In July 2011, at Jenkins' sentencing for the attack on the corrections officer, Randall wrote: “The court notes that ... the defendant requested treatment for his mental health issues. The record in this case would support the defendant's request ... The defendant has a long and serious history of mental illness which inhibits his ability to be rehabilitated.”
One court official who handled one of Jenkins' cases acknowledged that he was erratic but also questioned whether he was playing up his mental illness.
“He may have some mental illness,” the official said. “But he knows right from wrong.”
Authorities hope to interview Nikko A. Jenkins, 26, about these unsolved homicides:
A patrol officer discovers the bodies of Juan Uribe-Pena, 26, and Jorge C. Cajiga-Ruiz, 29, about 5 a.m. inside a Ford pickup truck parked near the public swimming pool at Spring Lake Park. Both had been shot in the head.

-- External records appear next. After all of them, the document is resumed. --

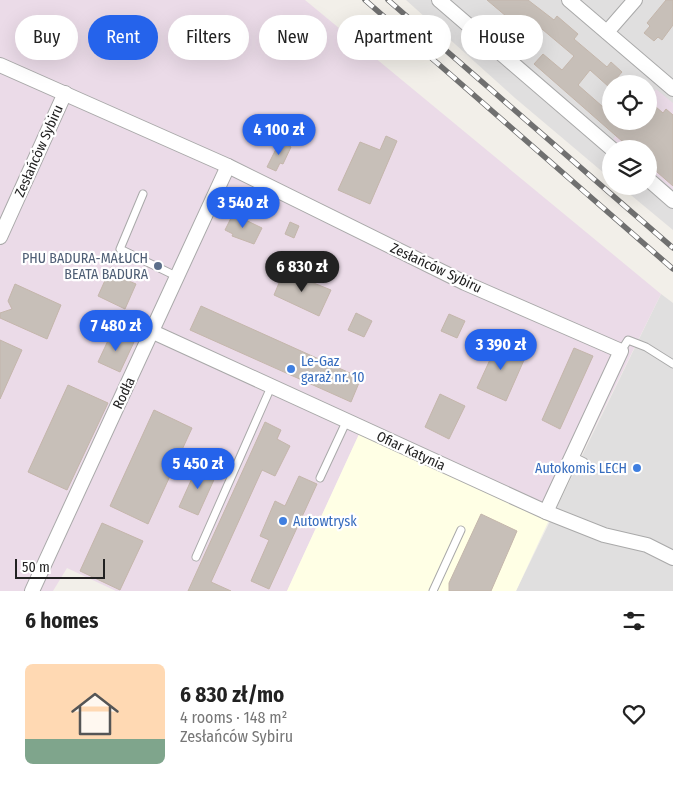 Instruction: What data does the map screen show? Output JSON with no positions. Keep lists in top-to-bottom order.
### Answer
{
  "streets": {
    "street": ["Zesłańców Sybiru", "Rodła", "Ofiar Katynia"]
  },
  "crossings": [
    ["Zesłańców Sybiru", "Rodła"],
    ["Rodła", "Ofiar Katynia"]
  ],
  "places": [
    "PHU BADURA-MAŁUCH BEATA BADURA",
    "Le-Gaz garaż nr. 10",
    "Autokomis LECH",
    "Autowtrysk"
  ],
  "scale_bar": "50 m",
  "page": {
    "chip": [
      "Buy",
      "Rent",
      "Filters",
      "New",
      "Apartment",
      "House"
    ],
    "price": [
      "4 100 zł",
      "3 540 zł",
      "6 830 zł",
      "7 480 zł",
      "3 390 zł",
      "5 450 zł"
    ],
    "scale": "50 m",
    "heading": "6 homes",
    "list": [
      {
        "name": "6 830 zł/mo",
        "note": "4 rooms · 148 m² · Zesłańców Sybiru"
      }
    ]
  }
}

The body of Curtis Bradford, 22, of Omaha is found about 7 a.m. outside a detached garage near 18th and Clark Streets. He was shot in the head. Bradford was planning to study business at ITT Technical Institute. Bradford and Nikko Jenkins met in prison. They posed together for a photo that was posted Aug. 18 on Facebook.
Douglas County sheriff's deputies find the body of Andrea L. Kruger, 33, shortly after 2 a.m. in the street near the intersection of 168th and Fort Streets. She was shot multiple times. Kruger, married and the mother of three, was on her way home from her bartending job near 178th and Pacific Streets. Sheriff Tim Dunning says Kruger was shot sometime between 1:47 a.m., when she closed the bar, and 2:08 a.m., when deputies responded to a call of shots fired. Her 2012 Chevrolet Traverse is located by police about 16 hours later in an alley near 43rd and Charles Streets. Dunning says someone made “a feeble attempt” to set the vehicle on fire.